The ginger paramedic covers her mouth with one hand. Andrew’s face twitches.
“Andrew,” Neil says, and tries to pat Andrew’s hand only to find that he’s already holding it. He rubs his thumb over the side of Andrew’s hand instead.
“Junkie,” Andrew deadpans, but his eyes are locked on Neil’s, he looks paler than normal, and he’s been habitually checking his phone every few minutes.
“Andrew,” Neil says. He can’t remember what he wanted to say.
Andrew just sighs, long sufferingly, but his shoulders don’t look as tense so Neil counts it as a win. He falls asleep like this, to the steady feeling of Andrew’s hand in his.
When he wakes up again he’ll be in a hospital room with two bouquets and a box of chocolates. Andrew will have already eaten half, but he gets Neil water when he asks and when he turns the TV on it’s already at the exy channel. Neil’s phone has been filled with text messages from the Foxes and his current teammates, all wishing him some version of “get well soon.” One of the bouquets is from Katelyn, the other signed “Kevin” but clearly in Thea’s handwriting. Neil will wake later to Aaron reviewing his chart, and he’ll close his eyes to Aaron’s startled glare.

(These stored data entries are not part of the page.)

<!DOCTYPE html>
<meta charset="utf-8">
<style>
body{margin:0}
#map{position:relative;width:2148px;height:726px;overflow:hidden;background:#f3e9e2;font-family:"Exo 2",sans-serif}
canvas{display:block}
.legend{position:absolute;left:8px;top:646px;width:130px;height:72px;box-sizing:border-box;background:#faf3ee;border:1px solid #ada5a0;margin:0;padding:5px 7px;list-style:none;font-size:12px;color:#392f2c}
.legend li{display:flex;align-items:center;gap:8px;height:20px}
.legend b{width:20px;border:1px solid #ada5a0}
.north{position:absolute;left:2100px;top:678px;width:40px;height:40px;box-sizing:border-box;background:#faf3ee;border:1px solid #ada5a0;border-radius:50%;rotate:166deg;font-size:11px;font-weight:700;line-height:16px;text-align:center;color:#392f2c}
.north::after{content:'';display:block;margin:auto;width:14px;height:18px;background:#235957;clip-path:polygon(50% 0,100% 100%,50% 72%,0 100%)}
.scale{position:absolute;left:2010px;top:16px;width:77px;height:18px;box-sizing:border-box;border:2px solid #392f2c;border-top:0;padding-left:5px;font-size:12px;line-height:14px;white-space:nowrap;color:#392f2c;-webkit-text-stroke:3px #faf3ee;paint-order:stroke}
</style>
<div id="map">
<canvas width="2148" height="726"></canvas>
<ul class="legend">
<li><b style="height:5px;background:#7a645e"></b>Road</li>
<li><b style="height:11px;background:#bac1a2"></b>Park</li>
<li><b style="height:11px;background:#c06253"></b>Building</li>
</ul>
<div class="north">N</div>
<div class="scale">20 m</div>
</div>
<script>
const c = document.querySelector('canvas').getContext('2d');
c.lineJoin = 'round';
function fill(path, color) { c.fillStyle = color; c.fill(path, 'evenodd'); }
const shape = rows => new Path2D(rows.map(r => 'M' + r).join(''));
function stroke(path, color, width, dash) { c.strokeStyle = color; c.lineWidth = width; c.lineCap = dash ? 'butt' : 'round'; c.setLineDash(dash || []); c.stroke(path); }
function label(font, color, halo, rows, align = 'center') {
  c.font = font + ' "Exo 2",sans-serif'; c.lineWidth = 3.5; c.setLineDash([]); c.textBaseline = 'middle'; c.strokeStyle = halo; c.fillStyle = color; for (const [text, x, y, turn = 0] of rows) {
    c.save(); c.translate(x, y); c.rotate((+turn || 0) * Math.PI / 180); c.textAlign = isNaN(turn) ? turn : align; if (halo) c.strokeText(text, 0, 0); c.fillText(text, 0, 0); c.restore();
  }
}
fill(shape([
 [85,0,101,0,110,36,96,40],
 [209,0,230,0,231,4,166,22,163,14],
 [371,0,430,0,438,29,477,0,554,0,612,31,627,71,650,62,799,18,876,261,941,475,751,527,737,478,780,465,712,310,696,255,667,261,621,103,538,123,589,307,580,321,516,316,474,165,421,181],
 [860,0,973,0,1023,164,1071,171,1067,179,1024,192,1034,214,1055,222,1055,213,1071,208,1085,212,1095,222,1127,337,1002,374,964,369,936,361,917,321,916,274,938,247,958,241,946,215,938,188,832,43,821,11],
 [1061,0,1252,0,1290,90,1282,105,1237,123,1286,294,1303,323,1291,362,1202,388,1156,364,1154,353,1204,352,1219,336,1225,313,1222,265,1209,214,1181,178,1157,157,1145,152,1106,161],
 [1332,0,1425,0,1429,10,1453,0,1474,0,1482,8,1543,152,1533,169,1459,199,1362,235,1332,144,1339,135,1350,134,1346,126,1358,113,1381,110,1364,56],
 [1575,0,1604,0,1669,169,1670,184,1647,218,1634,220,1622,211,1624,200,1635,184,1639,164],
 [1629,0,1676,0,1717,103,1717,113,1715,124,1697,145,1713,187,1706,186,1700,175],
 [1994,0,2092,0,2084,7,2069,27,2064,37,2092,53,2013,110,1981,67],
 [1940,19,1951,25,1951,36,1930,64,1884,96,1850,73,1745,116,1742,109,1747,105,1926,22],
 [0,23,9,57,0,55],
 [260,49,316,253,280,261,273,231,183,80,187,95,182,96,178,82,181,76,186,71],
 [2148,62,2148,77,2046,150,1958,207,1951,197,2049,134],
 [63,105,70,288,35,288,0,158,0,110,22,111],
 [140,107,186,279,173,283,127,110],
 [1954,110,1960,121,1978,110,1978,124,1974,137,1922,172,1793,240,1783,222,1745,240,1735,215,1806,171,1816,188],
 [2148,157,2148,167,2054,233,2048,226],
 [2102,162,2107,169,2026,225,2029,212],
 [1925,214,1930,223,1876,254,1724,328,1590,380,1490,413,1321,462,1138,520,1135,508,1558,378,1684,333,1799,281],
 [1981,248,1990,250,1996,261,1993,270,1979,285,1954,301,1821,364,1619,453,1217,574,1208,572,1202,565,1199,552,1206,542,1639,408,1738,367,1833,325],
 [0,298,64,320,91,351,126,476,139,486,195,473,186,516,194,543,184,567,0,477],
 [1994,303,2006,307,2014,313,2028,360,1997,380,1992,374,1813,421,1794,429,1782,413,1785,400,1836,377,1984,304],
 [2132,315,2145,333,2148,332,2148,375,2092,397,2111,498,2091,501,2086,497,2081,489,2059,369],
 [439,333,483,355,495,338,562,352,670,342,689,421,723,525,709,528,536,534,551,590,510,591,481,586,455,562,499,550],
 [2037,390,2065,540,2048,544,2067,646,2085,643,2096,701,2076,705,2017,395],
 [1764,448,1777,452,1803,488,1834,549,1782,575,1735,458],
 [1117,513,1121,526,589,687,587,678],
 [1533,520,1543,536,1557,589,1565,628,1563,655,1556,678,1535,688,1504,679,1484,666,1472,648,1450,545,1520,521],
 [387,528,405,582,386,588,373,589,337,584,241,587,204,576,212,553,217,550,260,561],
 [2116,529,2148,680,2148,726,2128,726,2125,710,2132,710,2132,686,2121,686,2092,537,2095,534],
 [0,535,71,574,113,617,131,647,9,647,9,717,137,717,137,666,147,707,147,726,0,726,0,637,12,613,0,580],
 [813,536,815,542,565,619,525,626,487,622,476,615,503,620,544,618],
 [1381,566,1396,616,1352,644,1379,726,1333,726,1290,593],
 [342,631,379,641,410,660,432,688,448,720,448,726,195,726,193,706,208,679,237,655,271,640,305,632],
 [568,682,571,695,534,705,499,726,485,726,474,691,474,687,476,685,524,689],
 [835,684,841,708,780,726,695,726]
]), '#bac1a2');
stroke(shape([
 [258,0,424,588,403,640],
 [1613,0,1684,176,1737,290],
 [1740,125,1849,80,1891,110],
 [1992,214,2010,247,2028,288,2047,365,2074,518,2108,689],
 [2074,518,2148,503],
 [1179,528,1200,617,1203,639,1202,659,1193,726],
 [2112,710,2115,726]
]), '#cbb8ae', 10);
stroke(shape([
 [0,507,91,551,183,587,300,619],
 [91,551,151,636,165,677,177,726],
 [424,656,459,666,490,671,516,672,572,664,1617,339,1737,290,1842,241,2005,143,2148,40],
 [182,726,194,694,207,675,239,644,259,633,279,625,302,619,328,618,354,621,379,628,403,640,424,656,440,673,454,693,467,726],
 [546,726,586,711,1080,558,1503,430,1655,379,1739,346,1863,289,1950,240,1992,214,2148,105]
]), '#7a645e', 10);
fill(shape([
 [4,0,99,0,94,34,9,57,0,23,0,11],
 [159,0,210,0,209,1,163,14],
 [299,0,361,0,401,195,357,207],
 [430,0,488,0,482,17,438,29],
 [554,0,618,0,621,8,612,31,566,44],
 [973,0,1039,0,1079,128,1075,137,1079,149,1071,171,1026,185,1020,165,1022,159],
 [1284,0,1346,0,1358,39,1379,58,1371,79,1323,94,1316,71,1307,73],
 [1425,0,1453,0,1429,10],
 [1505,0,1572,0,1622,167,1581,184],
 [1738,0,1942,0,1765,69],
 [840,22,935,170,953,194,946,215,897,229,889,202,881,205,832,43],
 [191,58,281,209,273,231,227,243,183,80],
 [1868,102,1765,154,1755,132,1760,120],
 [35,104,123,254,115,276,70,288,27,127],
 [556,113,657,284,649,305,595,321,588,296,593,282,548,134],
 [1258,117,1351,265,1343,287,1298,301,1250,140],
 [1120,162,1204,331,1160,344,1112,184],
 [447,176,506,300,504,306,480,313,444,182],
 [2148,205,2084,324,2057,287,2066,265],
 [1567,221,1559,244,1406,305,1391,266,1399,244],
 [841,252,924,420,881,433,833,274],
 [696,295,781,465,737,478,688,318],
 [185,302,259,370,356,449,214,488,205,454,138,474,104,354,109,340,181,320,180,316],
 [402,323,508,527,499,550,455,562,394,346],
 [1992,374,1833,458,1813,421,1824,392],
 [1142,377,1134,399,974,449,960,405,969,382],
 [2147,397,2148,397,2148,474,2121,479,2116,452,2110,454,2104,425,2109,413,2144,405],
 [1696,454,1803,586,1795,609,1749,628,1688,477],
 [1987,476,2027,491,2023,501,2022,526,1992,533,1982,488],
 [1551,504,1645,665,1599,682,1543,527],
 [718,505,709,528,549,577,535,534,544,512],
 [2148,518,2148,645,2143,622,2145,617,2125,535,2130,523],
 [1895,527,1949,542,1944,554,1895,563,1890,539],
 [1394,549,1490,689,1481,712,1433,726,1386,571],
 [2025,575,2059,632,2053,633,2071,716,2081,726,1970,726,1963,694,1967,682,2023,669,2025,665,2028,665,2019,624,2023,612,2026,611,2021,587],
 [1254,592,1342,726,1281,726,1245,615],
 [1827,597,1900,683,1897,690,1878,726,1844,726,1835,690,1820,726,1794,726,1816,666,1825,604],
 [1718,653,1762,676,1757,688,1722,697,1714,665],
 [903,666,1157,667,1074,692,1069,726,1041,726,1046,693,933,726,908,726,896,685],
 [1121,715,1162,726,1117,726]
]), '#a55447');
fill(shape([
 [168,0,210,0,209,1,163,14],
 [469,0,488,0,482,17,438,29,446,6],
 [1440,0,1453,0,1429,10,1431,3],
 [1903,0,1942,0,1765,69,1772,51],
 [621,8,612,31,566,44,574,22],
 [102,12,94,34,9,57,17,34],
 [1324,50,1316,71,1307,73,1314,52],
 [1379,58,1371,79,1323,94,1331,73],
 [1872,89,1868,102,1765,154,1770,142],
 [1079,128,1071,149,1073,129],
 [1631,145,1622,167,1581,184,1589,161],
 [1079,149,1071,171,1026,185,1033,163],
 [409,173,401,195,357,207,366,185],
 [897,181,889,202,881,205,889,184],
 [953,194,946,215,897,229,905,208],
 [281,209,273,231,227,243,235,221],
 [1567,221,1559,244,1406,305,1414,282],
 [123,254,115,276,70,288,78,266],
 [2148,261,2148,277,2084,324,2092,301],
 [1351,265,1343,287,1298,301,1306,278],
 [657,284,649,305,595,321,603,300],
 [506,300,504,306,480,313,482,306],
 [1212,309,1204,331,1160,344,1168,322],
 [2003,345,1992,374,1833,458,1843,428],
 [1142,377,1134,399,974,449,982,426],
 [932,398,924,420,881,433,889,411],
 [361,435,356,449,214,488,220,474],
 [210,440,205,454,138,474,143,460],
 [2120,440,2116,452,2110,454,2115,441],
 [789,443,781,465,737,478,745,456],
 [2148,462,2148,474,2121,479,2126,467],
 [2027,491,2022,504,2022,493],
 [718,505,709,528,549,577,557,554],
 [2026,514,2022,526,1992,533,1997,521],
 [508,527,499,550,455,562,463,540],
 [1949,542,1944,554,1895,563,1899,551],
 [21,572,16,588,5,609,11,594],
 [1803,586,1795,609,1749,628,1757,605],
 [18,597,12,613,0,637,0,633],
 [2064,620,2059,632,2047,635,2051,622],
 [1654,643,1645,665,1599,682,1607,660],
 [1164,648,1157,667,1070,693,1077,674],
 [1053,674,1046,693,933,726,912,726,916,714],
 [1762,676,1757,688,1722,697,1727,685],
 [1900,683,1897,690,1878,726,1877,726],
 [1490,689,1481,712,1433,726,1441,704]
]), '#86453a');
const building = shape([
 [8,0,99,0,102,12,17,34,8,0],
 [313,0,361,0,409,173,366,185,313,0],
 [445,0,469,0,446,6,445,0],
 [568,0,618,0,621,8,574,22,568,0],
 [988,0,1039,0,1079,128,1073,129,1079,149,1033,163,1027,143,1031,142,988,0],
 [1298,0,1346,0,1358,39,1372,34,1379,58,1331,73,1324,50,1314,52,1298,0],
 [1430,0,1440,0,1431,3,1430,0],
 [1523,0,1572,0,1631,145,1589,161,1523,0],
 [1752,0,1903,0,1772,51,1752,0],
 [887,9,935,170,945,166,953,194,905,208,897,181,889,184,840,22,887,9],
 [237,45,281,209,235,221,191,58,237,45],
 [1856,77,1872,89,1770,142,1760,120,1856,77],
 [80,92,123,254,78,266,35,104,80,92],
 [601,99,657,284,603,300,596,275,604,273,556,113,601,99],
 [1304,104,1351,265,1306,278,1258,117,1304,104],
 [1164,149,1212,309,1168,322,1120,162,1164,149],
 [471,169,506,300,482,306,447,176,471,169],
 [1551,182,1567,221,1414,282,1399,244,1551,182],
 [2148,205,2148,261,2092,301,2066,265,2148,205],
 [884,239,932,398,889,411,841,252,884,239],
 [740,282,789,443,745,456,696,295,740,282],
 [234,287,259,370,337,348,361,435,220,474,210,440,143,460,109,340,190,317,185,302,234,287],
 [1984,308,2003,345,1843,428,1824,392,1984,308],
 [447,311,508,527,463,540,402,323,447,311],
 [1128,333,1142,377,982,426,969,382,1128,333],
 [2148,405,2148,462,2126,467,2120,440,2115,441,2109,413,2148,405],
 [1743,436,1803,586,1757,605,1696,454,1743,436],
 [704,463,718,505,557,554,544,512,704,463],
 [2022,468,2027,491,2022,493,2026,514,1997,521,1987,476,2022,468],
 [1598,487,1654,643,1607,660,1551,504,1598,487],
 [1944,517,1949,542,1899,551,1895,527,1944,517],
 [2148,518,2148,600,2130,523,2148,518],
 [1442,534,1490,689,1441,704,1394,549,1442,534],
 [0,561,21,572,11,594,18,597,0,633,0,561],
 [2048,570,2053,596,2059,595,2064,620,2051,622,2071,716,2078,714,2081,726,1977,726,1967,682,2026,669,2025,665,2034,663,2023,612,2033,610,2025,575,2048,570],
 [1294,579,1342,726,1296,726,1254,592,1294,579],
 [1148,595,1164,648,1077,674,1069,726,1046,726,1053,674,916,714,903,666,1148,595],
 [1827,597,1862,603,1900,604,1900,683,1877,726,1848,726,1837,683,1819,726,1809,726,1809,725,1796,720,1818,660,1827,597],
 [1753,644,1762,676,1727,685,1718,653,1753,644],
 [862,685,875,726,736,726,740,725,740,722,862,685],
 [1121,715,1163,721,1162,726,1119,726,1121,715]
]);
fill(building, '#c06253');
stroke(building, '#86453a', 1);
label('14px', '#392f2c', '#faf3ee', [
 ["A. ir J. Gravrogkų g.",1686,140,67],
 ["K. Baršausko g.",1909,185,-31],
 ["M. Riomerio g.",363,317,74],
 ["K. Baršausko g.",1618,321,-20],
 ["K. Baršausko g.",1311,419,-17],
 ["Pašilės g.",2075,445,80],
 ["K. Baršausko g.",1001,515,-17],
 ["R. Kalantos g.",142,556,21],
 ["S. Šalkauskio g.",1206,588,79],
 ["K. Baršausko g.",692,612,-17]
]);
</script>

His leg is broken, and so are two of his ribs, and he has a concussion that will keep him out of play until the All-Star Break, if not longer. Ichirou Moriyama calls him personally to assure him that as he doesn’t lose money for not playing, he will still be expected to pay the agreed upon amount.
Wymack calls to check in, and his coach visits in person, and Andrew stays by his side the whole time.
When Neil falls asleep, it’s to Andrew’s hand in his, a mountain underfoot.